- Opening Delimiter -

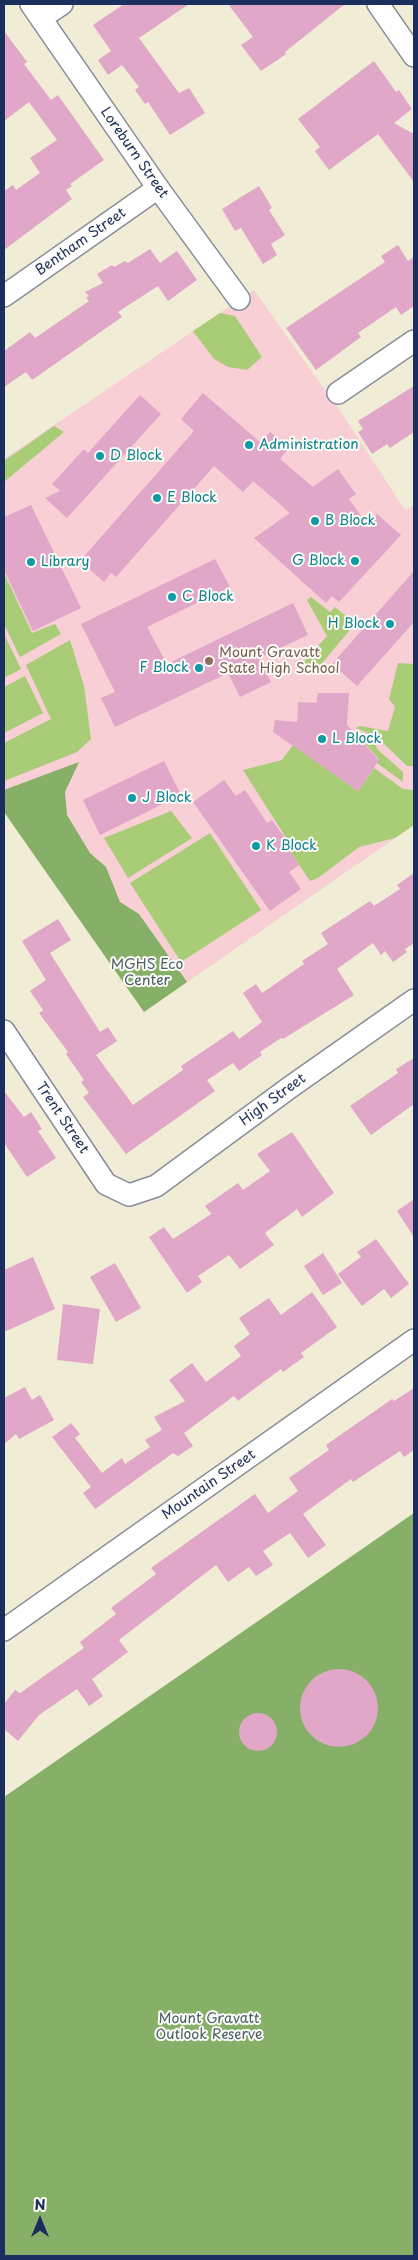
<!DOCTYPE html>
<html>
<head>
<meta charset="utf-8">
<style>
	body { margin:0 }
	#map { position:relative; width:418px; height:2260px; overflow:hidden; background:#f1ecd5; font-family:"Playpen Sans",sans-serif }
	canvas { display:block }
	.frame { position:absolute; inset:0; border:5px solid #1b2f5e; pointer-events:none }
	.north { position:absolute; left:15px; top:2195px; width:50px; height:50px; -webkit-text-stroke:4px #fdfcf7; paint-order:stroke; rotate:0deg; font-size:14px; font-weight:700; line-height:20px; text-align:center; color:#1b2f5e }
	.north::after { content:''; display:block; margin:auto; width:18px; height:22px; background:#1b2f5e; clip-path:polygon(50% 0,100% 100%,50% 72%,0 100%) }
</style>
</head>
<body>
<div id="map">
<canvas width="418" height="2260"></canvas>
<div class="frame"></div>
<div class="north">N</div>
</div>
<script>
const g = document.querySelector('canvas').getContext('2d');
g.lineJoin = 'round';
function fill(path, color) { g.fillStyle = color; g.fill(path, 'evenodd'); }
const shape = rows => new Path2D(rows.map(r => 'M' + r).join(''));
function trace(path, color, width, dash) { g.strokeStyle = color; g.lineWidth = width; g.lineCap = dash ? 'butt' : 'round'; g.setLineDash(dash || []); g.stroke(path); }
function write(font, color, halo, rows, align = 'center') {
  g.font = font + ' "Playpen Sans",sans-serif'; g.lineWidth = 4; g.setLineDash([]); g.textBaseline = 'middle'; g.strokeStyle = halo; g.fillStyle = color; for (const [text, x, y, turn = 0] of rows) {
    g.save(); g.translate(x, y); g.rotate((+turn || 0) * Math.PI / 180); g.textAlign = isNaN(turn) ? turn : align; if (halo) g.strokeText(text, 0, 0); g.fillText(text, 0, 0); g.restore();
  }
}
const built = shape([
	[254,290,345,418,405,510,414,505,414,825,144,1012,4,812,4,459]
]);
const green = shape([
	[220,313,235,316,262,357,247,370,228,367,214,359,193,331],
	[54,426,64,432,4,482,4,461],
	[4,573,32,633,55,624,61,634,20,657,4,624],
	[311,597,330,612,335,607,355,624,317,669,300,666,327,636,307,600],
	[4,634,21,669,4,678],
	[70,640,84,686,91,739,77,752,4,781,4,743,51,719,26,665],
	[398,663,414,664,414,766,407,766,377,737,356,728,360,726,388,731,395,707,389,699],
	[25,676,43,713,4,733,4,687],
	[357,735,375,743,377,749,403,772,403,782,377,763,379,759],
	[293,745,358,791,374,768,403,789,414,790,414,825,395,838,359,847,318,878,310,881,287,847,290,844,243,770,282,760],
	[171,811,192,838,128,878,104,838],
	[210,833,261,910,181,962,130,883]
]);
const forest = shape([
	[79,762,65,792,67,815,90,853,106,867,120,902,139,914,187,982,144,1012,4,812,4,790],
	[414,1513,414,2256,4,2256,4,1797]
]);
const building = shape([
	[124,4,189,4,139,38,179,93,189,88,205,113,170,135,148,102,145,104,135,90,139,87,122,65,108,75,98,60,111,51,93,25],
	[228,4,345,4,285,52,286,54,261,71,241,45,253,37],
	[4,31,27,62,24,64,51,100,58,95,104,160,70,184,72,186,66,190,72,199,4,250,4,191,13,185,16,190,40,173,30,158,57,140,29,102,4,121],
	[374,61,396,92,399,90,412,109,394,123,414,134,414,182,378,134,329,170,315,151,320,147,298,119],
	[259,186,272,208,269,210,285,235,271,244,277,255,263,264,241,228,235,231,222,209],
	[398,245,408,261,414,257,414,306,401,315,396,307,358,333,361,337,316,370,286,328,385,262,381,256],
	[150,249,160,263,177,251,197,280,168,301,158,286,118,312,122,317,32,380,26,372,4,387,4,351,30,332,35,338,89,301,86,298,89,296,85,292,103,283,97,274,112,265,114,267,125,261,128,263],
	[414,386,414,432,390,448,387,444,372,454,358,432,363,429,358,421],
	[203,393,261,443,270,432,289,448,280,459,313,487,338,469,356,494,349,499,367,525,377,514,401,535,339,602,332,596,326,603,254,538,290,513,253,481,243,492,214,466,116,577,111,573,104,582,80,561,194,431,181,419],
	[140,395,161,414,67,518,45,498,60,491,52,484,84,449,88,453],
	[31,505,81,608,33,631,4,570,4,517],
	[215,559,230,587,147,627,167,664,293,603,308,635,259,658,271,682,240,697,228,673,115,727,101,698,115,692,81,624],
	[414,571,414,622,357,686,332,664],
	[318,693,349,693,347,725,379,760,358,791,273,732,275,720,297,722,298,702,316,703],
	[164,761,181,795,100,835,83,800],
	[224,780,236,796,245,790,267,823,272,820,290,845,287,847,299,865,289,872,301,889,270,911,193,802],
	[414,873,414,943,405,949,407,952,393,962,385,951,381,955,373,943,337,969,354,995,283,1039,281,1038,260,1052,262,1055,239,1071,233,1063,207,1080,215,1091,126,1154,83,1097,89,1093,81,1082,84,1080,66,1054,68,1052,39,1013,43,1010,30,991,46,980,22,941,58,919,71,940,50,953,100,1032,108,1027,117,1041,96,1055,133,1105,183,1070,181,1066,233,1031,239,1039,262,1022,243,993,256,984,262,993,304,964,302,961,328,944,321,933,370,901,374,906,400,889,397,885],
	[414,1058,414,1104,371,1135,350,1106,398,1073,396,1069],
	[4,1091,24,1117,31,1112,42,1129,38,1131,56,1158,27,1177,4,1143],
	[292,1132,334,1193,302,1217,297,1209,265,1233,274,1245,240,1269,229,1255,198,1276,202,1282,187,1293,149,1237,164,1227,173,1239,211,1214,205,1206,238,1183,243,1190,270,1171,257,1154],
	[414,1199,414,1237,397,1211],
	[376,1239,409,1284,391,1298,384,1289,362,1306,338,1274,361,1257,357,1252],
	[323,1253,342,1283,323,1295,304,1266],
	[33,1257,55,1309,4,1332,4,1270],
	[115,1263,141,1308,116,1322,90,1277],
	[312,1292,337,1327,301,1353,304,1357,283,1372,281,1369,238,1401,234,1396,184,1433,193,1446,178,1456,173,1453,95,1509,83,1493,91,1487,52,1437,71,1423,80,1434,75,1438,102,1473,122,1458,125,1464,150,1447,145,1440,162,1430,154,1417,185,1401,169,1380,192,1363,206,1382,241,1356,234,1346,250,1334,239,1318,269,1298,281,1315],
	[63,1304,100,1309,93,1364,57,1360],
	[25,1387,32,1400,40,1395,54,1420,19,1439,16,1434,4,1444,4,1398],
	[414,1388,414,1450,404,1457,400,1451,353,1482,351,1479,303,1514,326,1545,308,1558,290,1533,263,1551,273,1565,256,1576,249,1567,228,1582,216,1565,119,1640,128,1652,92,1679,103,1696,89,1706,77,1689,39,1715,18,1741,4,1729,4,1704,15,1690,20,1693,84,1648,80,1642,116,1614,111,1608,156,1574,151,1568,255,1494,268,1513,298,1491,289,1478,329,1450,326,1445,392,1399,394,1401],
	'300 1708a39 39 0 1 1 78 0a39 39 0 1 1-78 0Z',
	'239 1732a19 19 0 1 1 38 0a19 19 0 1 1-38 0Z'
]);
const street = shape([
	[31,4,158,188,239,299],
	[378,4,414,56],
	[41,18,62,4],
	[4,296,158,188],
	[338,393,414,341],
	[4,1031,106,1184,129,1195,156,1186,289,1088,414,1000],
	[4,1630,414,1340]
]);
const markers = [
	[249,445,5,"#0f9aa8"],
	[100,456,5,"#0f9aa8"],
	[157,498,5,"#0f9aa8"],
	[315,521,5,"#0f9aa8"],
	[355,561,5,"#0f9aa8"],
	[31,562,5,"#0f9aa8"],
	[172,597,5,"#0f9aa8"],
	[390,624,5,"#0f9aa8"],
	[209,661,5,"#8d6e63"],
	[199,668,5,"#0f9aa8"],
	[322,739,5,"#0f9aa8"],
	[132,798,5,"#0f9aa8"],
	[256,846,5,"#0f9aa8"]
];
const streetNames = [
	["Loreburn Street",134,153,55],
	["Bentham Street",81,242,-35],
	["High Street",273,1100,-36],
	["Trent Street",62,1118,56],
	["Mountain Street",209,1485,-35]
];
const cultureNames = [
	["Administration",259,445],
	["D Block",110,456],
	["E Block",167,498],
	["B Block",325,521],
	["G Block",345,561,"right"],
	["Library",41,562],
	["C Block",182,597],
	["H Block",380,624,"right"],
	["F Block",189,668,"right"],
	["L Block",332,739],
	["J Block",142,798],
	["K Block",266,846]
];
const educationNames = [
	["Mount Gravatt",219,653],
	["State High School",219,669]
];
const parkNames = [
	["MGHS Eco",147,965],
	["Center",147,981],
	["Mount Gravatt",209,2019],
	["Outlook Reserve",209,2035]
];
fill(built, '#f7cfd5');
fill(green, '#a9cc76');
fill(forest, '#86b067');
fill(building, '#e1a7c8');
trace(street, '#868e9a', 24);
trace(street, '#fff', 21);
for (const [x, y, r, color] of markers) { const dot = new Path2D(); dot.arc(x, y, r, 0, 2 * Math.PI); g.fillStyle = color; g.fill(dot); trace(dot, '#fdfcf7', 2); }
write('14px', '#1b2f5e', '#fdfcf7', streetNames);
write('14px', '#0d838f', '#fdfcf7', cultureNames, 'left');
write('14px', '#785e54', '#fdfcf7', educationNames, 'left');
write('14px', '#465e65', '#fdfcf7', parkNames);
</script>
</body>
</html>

- Closing Delimiter -
- Opening Delimiter -

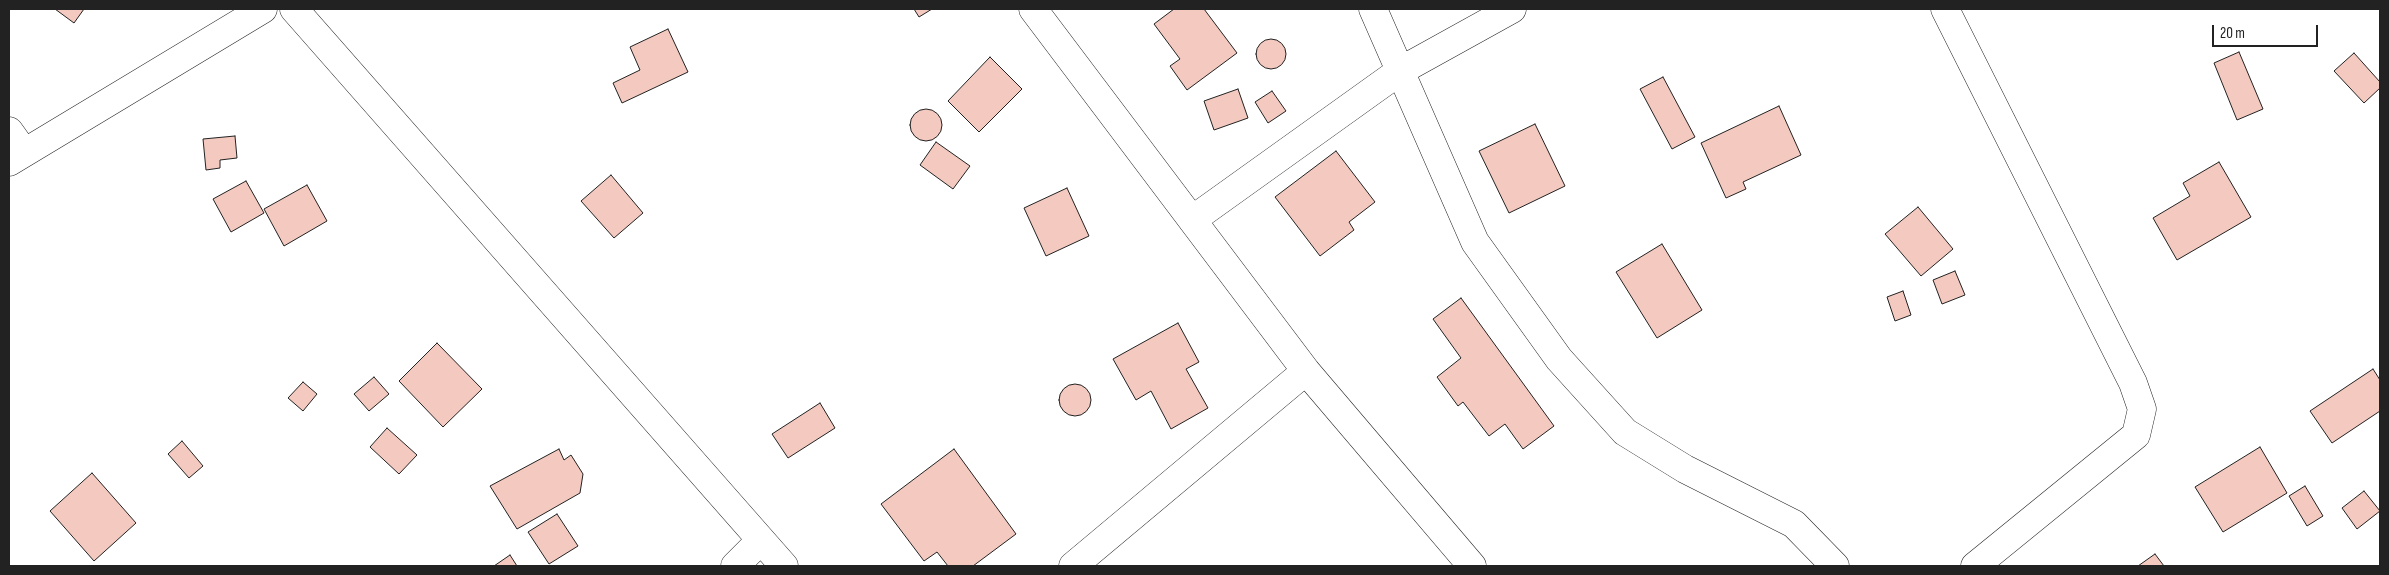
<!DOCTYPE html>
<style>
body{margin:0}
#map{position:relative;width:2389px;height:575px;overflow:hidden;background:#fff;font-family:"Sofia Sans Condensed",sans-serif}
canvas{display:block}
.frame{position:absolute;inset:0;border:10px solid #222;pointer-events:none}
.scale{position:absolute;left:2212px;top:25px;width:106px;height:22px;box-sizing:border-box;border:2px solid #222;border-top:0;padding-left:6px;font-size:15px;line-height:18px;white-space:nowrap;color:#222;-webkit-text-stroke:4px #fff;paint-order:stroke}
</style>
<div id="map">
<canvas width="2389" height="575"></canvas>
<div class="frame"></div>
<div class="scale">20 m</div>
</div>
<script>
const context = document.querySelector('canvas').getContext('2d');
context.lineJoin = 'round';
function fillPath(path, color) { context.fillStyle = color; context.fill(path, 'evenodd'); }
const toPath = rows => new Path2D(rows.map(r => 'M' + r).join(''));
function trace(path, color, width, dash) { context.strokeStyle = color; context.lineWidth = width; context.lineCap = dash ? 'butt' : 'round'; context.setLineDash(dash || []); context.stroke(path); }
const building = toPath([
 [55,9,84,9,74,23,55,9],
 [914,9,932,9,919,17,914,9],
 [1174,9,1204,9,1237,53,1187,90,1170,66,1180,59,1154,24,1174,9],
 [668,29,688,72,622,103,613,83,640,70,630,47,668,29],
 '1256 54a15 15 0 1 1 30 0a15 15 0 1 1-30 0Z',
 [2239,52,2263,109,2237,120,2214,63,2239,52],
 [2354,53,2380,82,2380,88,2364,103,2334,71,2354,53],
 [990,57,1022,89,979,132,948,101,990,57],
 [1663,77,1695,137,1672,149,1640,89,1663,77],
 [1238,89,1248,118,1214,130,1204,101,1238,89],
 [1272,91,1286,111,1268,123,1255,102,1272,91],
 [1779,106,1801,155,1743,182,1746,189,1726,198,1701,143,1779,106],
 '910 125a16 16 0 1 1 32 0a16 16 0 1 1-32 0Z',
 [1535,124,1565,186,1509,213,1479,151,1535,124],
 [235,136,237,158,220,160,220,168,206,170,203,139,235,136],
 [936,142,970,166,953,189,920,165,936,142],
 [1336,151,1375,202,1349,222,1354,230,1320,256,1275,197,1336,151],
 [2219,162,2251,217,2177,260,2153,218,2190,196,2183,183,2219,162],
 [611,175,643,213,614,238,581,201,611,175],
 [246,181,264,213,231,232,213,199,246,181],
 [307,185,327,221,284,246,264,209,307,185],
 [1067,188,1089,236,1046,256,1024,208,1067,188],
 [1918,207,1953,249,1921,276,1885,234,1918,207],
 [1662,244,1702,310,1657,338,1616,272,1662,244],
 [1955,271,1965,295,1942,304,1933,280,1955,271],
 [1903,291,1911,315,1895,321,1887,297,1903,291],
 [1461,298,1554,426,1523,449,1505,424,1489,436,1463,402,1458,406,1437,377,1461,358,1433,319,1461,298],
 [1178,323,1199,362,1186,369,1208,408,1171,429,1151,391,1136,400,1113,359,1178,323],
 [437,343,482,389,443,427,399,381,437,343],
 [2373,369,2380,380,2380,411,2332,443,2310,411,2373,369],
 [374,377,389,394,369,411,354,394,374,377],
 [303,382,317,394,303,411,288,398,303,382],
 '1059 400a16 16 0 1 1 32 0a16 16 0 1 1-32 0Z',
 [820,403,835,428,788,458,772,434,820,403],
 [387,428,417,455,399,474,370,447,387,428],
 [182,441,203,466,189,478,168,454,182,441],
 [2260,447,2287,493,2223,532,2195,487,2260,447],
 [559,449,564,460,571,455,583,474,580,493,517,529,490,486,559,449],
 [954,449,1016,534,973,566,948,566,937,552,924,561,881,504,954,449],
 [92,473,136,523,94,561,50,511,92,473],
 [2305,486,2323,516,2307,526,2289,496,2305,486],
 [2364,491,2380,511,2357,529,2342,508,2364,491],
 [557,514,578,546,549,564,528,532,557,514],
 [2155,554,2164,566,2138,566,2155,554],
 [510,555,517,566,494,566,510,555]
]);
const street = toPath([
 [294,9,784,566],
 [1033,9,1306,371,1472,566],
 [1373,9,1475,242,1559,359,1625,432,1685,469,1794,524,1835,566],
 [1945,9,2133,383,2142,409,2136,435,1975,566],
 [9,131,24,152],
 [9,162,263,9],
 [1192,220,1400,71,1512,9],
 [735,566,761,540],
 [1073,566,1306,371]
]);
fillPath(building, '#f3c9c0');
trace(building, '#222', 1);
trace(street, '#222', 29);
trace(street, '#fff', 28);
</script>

- Closing Delimiter -

Among the entries, find each line that includes the string "lineJoin" and copy it.

Exercise output:
g.lineJoin = 'round';
context.lineJoin = 'round';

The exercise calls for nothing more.